Task material START
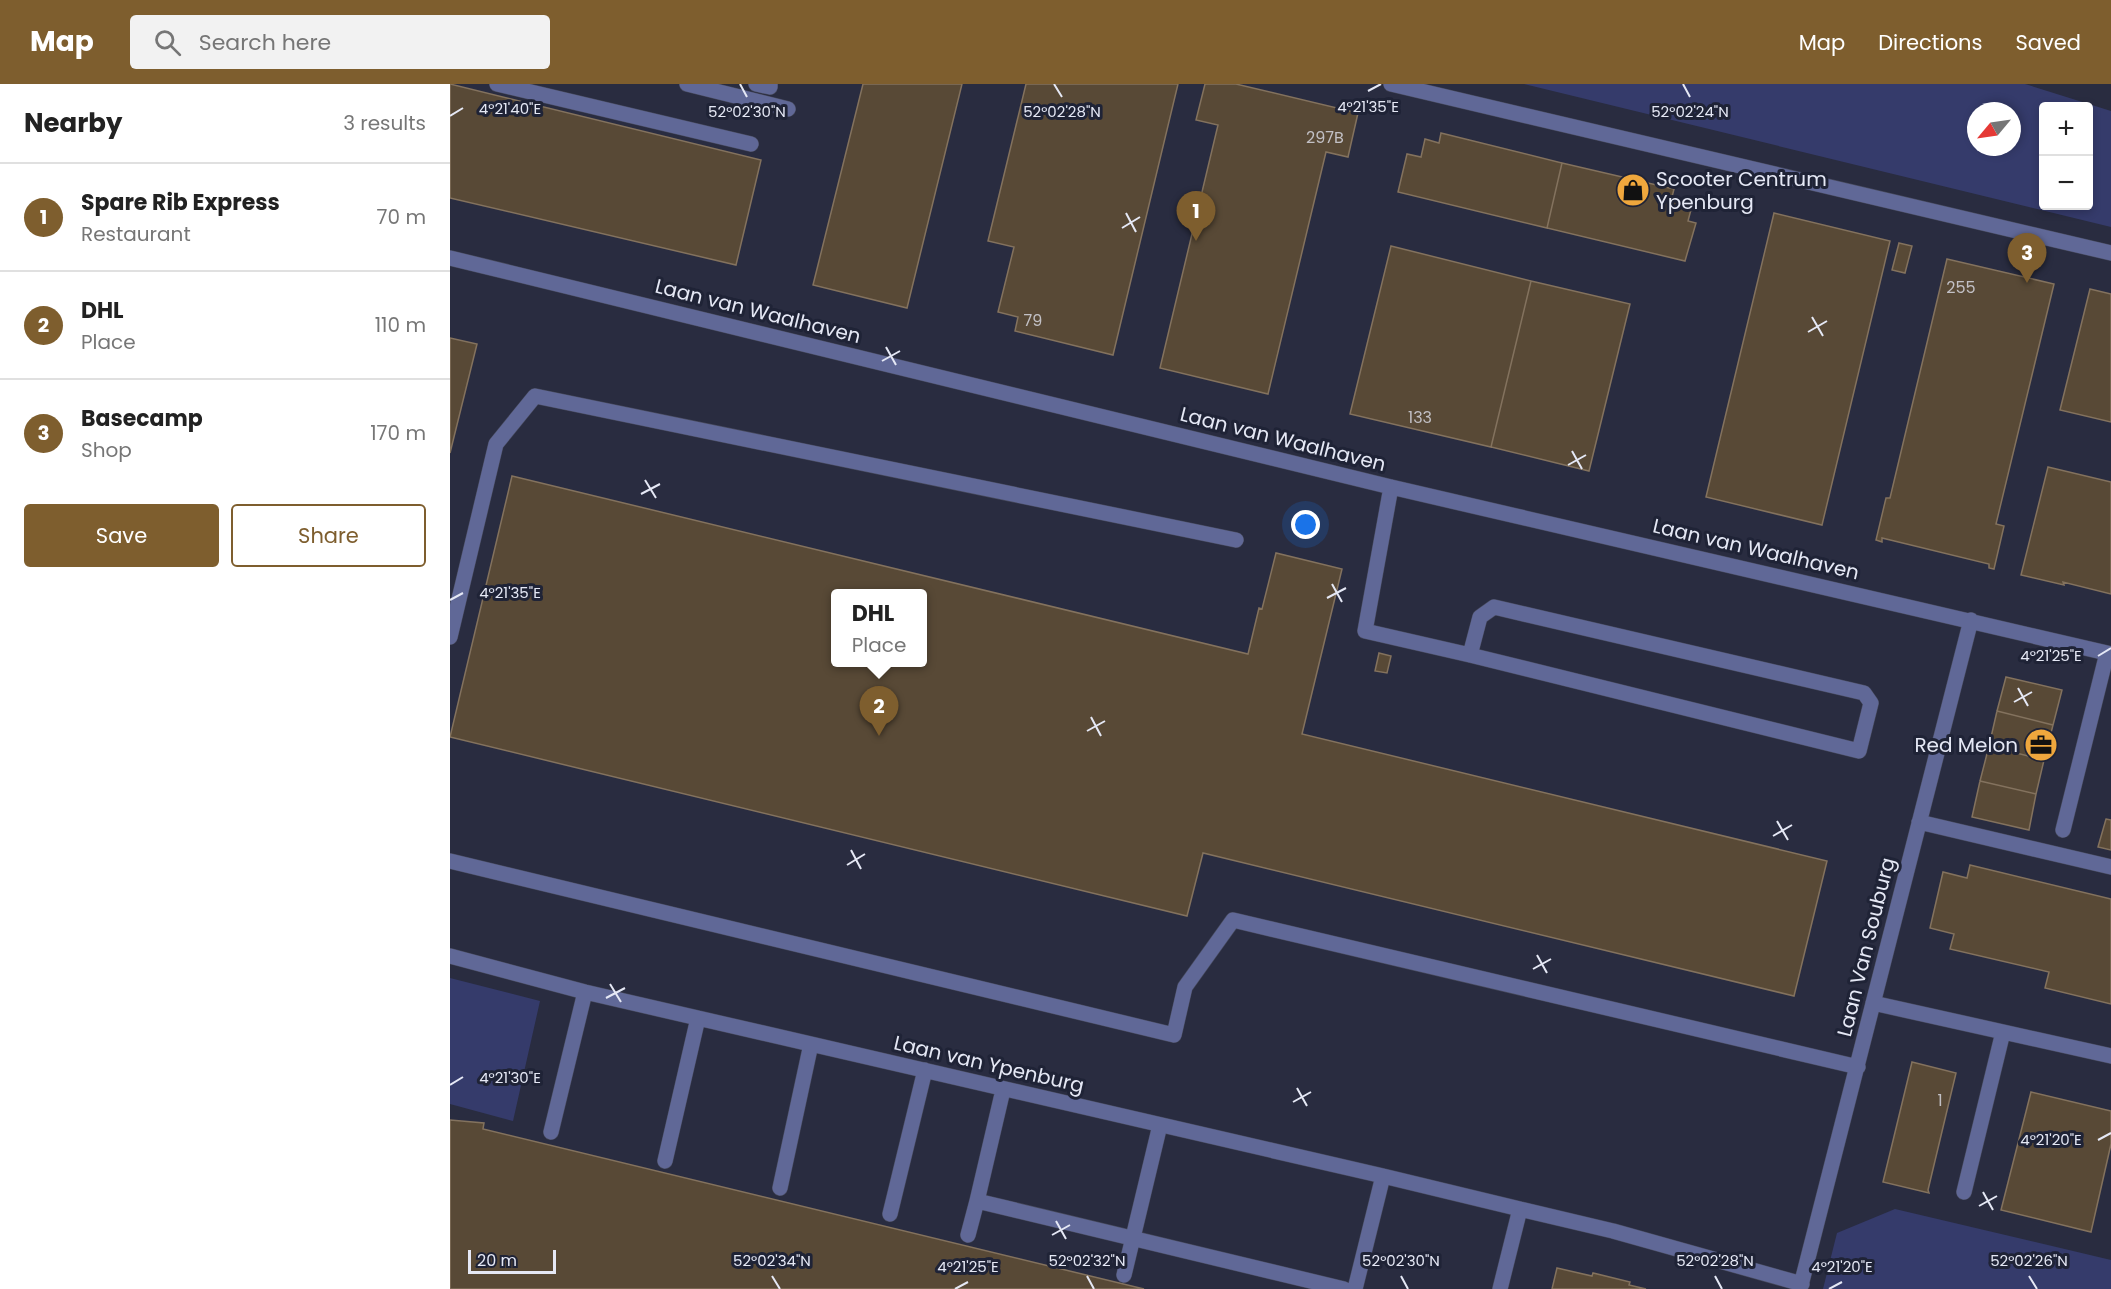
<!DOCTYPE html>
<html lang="en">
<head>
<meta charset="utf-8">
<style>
  :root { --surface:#fff; --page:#f2f2f2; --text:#222; --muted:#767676; --line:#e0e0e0; --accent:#7e5e2e }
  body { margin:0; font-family:Poppins,sans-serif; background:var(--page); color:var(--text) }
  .controls { position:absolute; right:18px; top:18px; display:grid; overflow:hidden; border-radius:6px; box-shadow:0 3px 9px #0003 }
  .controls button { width:54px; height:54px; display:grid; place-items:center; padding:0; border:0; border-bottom:2px solid var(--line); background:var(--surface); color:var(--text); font:30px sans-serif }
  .compass { position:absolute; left:1517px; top:18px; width:54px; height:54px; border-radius:50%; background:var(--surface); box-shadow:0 3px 9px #0003; rotate:241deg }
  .scale { position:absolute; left:18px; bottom:15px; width:88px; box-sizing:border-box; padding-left:6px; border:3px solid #e5e8f5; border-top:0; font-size:16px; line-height:21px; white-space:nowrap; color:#e5e8f5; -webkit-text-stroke:4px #1f2336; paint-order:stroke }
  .you { position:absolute; left:856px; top:441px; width:21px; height:21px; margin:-15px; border:4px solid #fff; border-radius:50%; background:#1a73e8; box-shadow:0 0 0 9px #1a73e833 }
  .badge { display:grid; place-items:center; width:39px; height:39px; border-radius:50%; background:var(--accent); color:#fff; font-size:20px; font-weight:700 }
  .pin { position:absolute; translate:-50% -50px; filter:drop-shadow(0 2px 3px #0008) }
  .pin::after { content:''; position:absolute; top:32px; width:21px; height:18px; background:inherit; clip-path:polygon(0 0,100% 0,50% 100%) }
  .popup { position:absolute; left:381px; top:505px; width:96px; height:78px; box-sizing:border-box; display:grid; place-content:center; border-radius:6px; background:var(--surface); filter:drop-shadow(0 2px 4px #0005); font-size:20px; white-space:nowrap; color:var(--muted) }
  .popup b { font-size:22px; color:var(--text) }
  .popup::after { content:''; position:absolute; left:50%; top:100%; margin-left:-12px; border:12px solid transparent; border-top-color:var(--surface) }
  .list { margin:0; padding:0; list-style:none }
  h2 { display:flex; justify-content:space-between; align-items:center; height:78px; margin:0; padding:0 24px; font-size:26px }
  h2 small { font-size:20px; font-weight:400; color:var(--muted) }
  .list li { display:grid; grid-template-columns:39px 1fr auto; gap:18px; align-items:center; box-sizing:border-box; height:108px; padding:0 24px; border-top:2px solid var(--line) }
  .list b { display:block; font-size:22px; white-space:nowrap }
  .list p { margin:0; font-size:20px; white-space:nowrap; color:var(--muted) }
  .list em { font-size:20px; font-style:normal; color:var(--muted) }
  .actions { display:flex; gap:12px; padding:18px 24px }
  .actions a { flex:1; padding:14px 0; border:2px solid var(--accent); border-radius:6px; text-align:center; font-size:21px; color:var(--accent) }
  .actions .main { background:var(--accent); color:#fff }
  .icon { flex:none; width:33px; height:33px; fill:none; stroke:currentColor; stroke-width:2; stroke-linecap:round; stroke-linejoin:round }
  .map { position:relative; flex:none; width:1661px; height:1205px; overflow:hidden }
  header { display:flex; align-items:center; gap:36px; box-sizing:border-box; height:84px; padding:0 30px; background:var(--accent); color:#fff }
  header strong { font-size:28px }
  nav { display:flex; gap:33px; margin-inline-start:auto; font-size:21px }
  .search { width:420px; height:54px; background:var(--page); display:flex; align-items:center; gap:15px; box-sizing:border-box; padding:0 21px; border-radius:6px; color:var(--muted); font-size:22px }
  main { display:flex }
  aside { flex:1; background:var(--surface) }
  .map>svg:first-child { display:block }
  .green { fill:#353b6b; fill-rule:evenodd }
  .building { fill:#584936; stroke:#83725e; stroke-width:1.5; fill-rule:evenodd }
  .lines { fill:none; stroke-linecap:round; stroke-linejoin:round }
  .minor-casing { stroke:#474a5d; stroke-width:16 }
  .minor { stroke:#606897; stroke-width:15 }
  .ticks { fill:none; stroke:#e5e8f5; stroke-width:2 }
  .labels { text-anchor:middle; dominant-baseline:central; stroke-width:6; stroke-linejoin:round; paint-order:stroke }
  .number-label { font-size:16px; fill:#c2c0c5 }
  .poi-label { font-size:20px; fill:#e5e8f5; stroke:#1f2336; text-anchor:start }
  .street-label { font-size:20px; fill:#e5e8f5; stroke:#1f2336 }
  .ticks-label { font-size:15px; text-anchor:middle; fill:#e5e8f5; stroke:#1f2336; stroke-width:6; stroke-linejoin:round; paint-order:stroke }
</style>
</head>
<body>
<header>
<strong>Map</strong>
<div class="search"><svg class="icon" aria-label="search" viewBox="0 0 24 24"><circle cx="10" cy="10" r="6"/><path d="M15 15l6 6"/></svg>Search here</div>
<nav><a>Map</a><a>Directions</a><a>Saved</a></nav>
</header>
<main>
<aside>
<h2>Nearby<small>3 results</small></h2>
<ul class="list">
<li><span class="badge">1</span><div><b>Spare Rib Express</b><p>Restaurant</p></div><em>70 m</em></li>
<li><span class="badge">2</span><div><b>DHL</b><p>Place</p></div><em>110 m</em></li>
<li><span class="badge">3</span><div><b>Basecamp</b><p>Shop</p></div><em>170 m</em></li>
</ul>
<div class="actions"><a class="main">Save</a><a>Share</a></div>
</aside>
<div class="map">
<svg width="1661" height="1205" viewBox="0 0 1661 1205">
  <rect width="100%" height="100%" fill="#292c40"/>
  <path class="green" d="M1074,0H1575L1661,27V143ZM1638,22V122H1594V22ZM1526,27H1562V63H1526Z
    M0,894L90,917L63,1037L0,1020Z
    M1445,1125L1661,1176V1205H1373L1387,1149Z"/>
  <path class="building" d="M0,0L311,76L286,181L0,114Z
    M413,0H512L457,224L363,201Z
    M576,0H728L663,271L565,247L568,233L548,228L564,163L538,157Z
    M755,0H786L908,29L898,73L876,68L818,310L710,284L768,41L746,36Z
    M991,49L1112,79L1097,144L948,108L957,70L971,73L975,55L989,59Z
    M1112,79L1224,105L1222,113L1243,118L1238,137L1246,139L1235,177L1097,144Z
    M1324,129L1440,157L1372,441L1256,413Z
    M1449,159L1462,162L1455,189L1442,186Z
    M941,162L1081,197L1041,363L900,330Z
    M1497,175L1604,200L1546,440L1554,442L1544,485L1539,484V480L1432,454V458L1426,456L1436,414H1440Z
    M1081,197L1180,220L1139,387L1041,363Z
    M1640,205L1661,210V338L1610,326Z
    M0,254L27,260L0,369Z
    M1598,383L1661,398V510L1613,498L1614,501L1571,491Z
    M62,392L798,570L809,524L812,525L826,469L892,485L852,650L1377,777L1344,912L753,769L737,832L0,653ZM386,510H472V578H386Z
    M929,569L941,572L937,589L925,587Z
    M1556,593L1612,606L1603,641L1547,627Z
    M1547,627L1603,641L1594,676L1539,662Z
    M1539,662L1594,676L1586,710L1530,697Z
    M1530,697L1586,710L1579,746L1522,733Z
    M1656,735L1661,736V766L1648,763Z
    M1520,781L1661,815V920L1595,904L1599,888L1500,865L1504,850L1480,844L1493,788L1517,794Z
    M1462,978L1506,989L1478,1106L1479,1109L1433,1098Z
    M1581,1008L1661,1027V1060L1641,1148L1551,1126Z
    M0,1036L34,1039L33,1045L694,1205H0Z
    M1107,1184L1142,1192L1143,1189L1180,1198L1179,1201L1196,1205H1102Z"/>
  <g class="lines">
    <g class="minor-casing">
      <path id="minor" d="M47,0L301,60
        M237,0L338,25
        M306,0L320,3V0
        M941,0L1661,169
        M0,174L941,403L1661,570
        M941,403L915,547L1020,571L1409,667L1421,619L1414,609L1044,523L1030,533L1020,571
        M0,553L46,360L85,312L786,456
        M1469,738L1661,783
        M1613,746L1657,569
        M0,777L724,951L735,903L783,836L1408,983
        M0,872L135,908L933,1092L1070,1125L1050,1205
        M1423,919L1661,972
        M553,1006L527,1117L894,1205
        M101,1048L135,908
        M215,1077L248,934
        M330,1104L361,960
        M1514,1108L1553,948
        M1070,1125L1163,1147L1352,1200
        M440,1130L475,986
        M518,1151L527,1117
        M674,1191L710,1041
        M905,1205L933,1092
        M1350,1205L1521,536"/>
    </g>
    <use href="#minor" class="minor"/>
  </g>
  <path class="ticks" d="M290,0L297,13M604,0L612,13M1233,0L1240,13M918,7L931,0M0,32L13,24M676,129L686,148M672,144L690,133M1362,233L1373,252M1358,248L1377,237M436,263L446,281M432,277L450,267M1122,367L1132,385M1118,381L1136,371M195,396L206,414M191,410L210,400M882,500L892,518M877,514L896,504M0,516L13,509M1648,572L1661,564M1568,604L1578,622M1564,618L1582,608M641,633L651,652M637,647L655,637M1327,737L1338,756M1323,752L1342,741M401,766L411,785M397,781L415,770M1087,871L1097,889M1083,885L1101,875M160,900L171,918M156,914L175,904M0,1001L13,993M847,1004L857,1022M843,1018L861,1008M1648,1056L1661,1049M1533,1108L1543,1126M1529,1122L1547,1112M606,1137L616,1155M602,1151L620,1141M322,1192L330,1205M637,1192L644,1205M951,1192L958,1205M1265,1192L1272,1205M1579,1192L1587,1205M505,1205L518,1198M1379,1205L1392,1198"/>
  <defs>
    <g id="shop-disc" transform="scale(1.725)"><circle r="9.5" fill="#efa73d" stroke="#1f2336"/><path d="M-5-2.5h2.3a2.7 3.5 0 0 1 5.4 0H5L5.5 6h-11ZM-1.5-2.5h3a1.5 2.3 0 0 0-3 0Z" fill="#111"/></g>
    <g id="office-disc" transform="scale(1.725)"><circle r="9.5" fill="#efa73d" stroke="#1f2336"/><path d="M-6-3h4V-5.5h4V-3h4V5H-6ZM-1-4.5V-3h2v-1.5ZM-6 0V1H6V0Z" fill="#111"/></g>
  </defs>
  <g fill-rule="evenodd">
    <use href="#shop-disc" x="1183" y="106"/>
    <use href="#office-disc" x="1591" y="661"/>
  </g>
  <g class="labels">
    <g class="number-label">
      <text x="875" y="53">297B</text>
      <text x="1511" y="203">255</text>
      <text x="583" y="236">79</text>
      <text x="970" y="333">133</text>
      <text x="1490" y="1016">1</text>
    </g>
    <g class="poi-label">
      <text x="1206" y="95">Scooter Centrum<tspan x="1206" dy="23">Ypenburg</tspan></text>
      <text x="1568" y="661" text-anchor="end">Red Melon</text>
    </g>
    <g class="street-label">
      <text transform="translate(308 227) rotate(14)">Laan van Waalhaven</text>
      <text transform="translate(833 355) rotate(14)">Laan van Waalhaven</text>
      <text transform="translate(1306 465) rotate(13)">Laan van Waalhaven</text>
      <text transform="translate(1416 863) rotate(-76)">Laan Van Souburg</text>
      <text transform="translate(539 980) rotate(13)">Laan van Ypenburg</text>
    </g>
  </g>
  <g class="ticks-label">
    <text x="918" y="28">4°21'35"E</text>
    <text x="60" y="30">4°21'40"E</text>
    <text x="297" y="33">52°02'30"N</text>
    <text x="612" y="33">52°02'28"N</text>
    <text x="1240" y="33">52°02'24"N</text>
    <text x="60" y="514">4°21'35"E</text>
    <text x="1601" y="577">4°21'25"E</text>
    <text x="60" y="999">4°21'30"E</text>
    <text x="1601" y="1061">4°21'20"E</text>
    <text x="322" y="1182">52°02'34"N</text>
    <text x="637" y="1182">52°02'32"N</text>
    <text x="951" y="1182">52°02'30"N</text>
    <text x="1265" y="1182">52°02'28"N</text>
    <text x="1579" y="1182">52°02'26"N</text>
    <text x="518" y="1188">4°21'25"E</text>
    <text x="1392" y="1188">4°21'20"E</text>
  </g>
</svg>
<div class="controls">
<button>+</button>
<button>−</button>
</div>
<svg class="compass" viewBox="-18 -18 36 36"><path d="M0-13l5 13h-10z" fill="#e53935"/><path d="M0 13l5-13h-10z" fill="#767676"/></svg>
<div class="scale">20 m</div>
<div class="you"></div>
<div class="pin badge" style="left:746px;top:157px">1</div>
<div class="pin badge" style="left:429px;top:652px">2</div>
<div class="popup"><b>DHL</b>Place</div>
<div class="pin badge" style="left:1577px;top:199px">3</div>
</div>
</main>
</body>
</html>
Task material END
**Your task**
Please give back exactly the lines of the listing above that run from the one containing "width:54px; height:54px; display:grid;" through the one containing "position:absolute; left:1517px; top:18px;", and only those.

**Exercise output**
  .controls button { width:54px; height:54px; display:grid; place-items:center; padding:0; border:0; border-bottom:2px solid var(--line); background:var(--surface); color:var(--text); font:30px sans-serif }
  .compass { position:absolute; left:1517px; top:18px; width:54px; height:54px; border-radius:50%; background:var(--surface); box-shadow:0 3px 9px #0003; rotate:241deg }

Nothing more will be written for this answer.